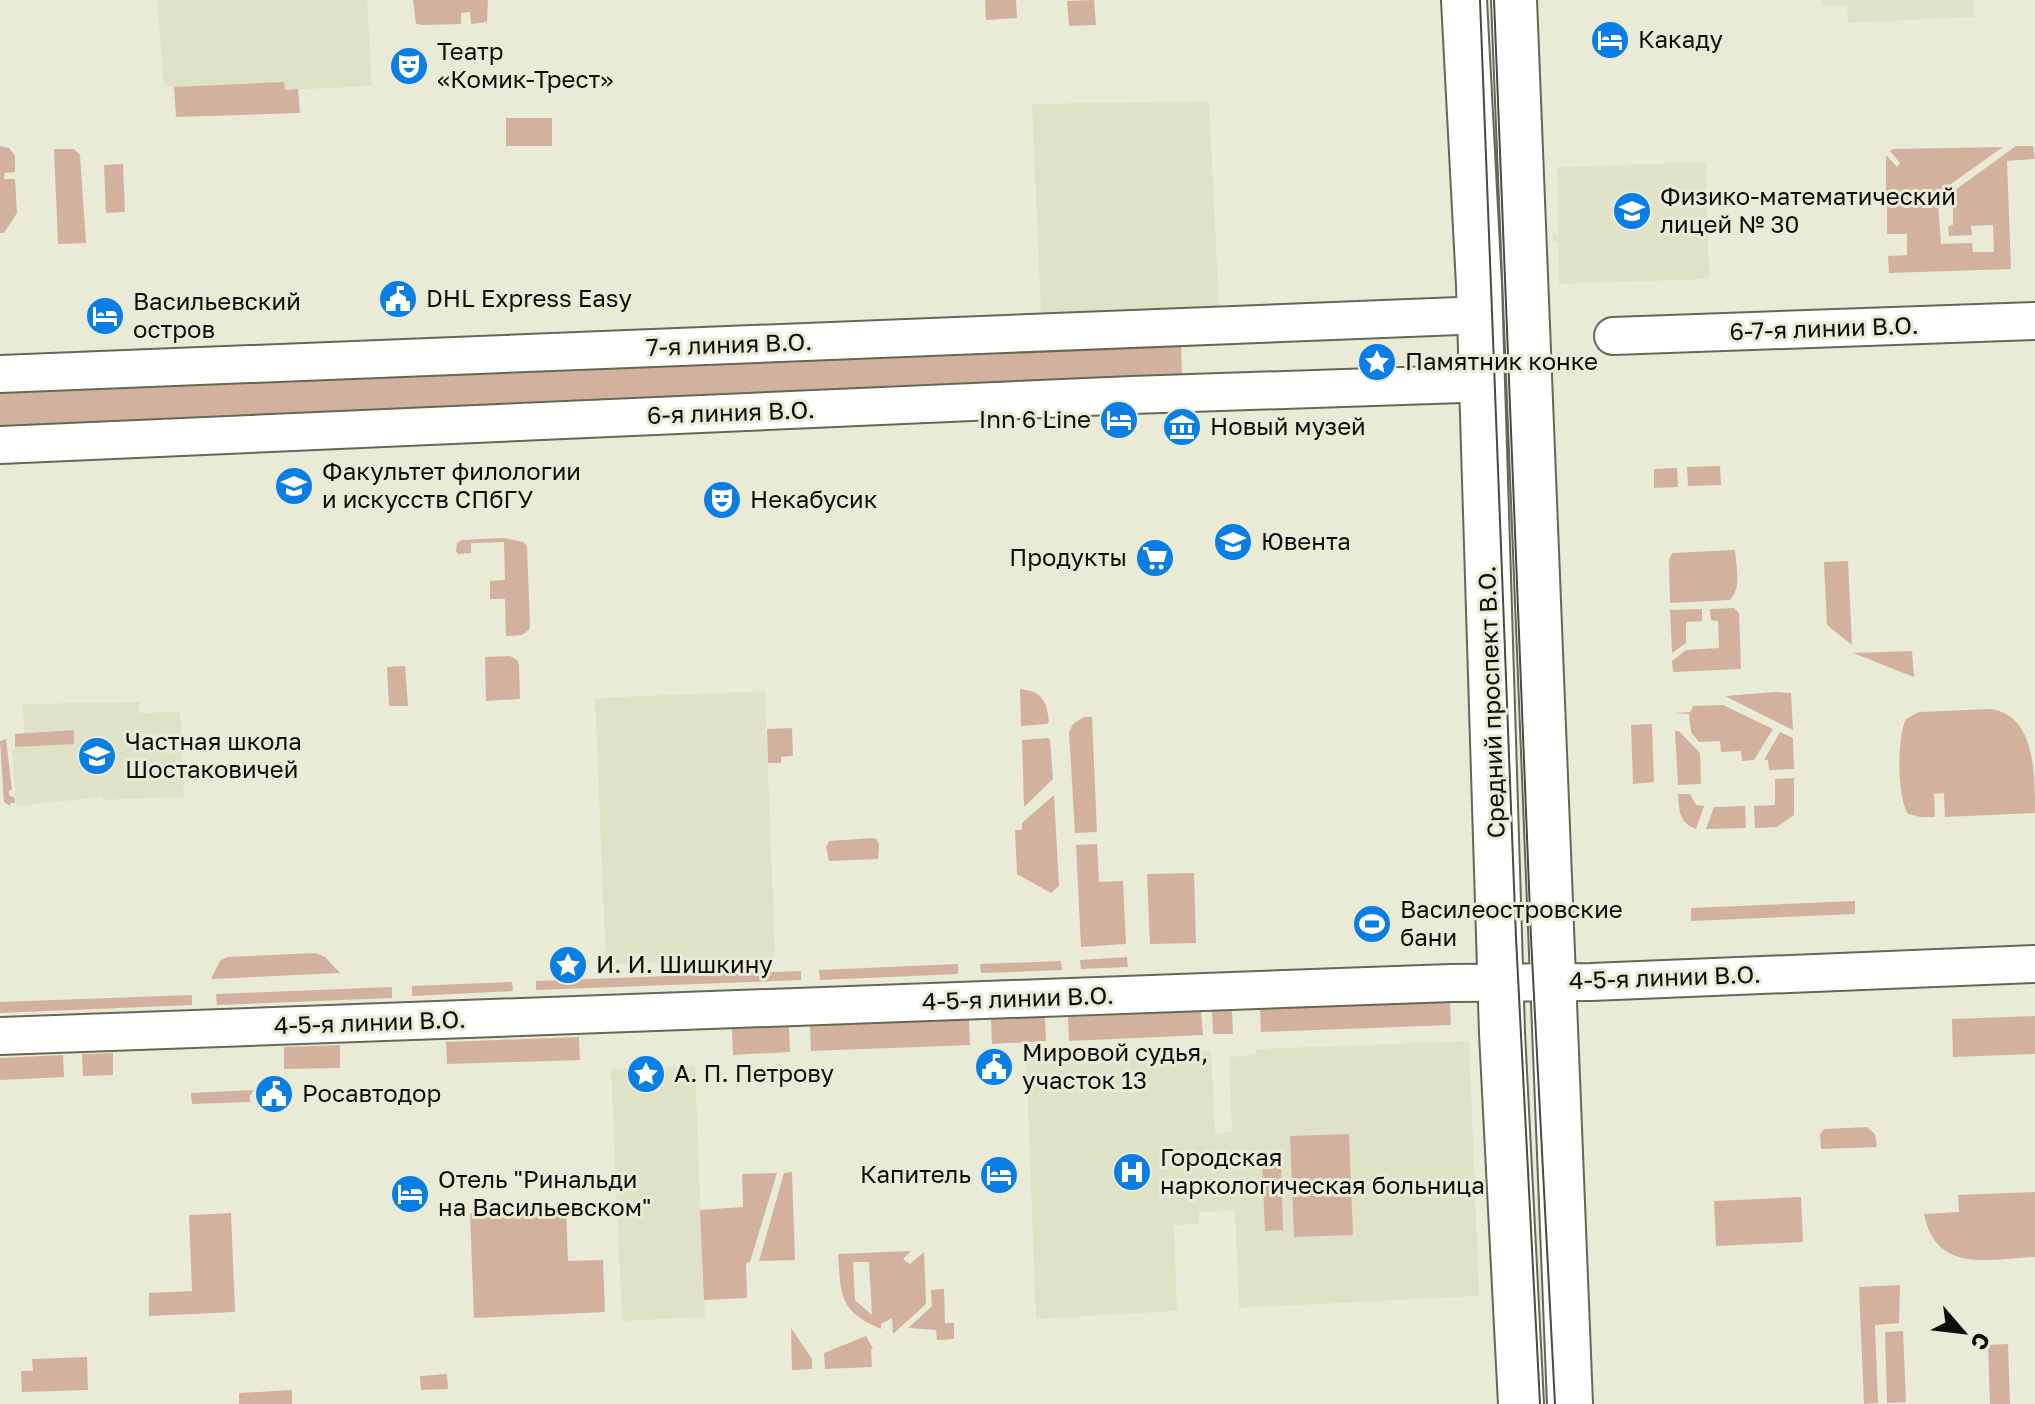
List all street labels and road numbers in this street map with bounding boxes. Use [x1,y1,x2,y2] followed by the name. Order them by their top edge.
[1729,310,1919,345] street label: 6-7-я линии В.О.
[645,326,813,361] street label: 7-я линия В.О.
[646,394,815,429] street label: 6-я линия В.О.
[1471,565,1510,839] street label: Средний проспект В.О.
[1568,959,1761,994] street label: 4-5-я линии В.О.
[921,980,1114,1015] street label: 4-5-я линии В.О.
[273,1004,466,1039] street label: 4-5-я линии В.О.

* [YOUR GOAL]:
Exact copy, no pictures: write out all the records above.

* [SOLUTION FOR THIS EXERCISE]:
List all street labels and road numbers in this street map with bounding boxes. Use [x1,y1,x2,y2] followed by the name. Order them by their top edge.
[1729,310,1919,345] street label: 6-7-я линии В.О.
[645,326,813,361] street label: 7-я линия В.О.
[646,394,815,429] street label: 6-я линия В.О.
[1471,565,1510,839] street label: Средний проспект В.О.
[1568,959,1761,994] street label: 4-5-я линии В.О.
[921,980,1114,1015] street label: 4-5-я линии В.О.
[273,1004,466,1039] street label: 4-5-я линии В.О.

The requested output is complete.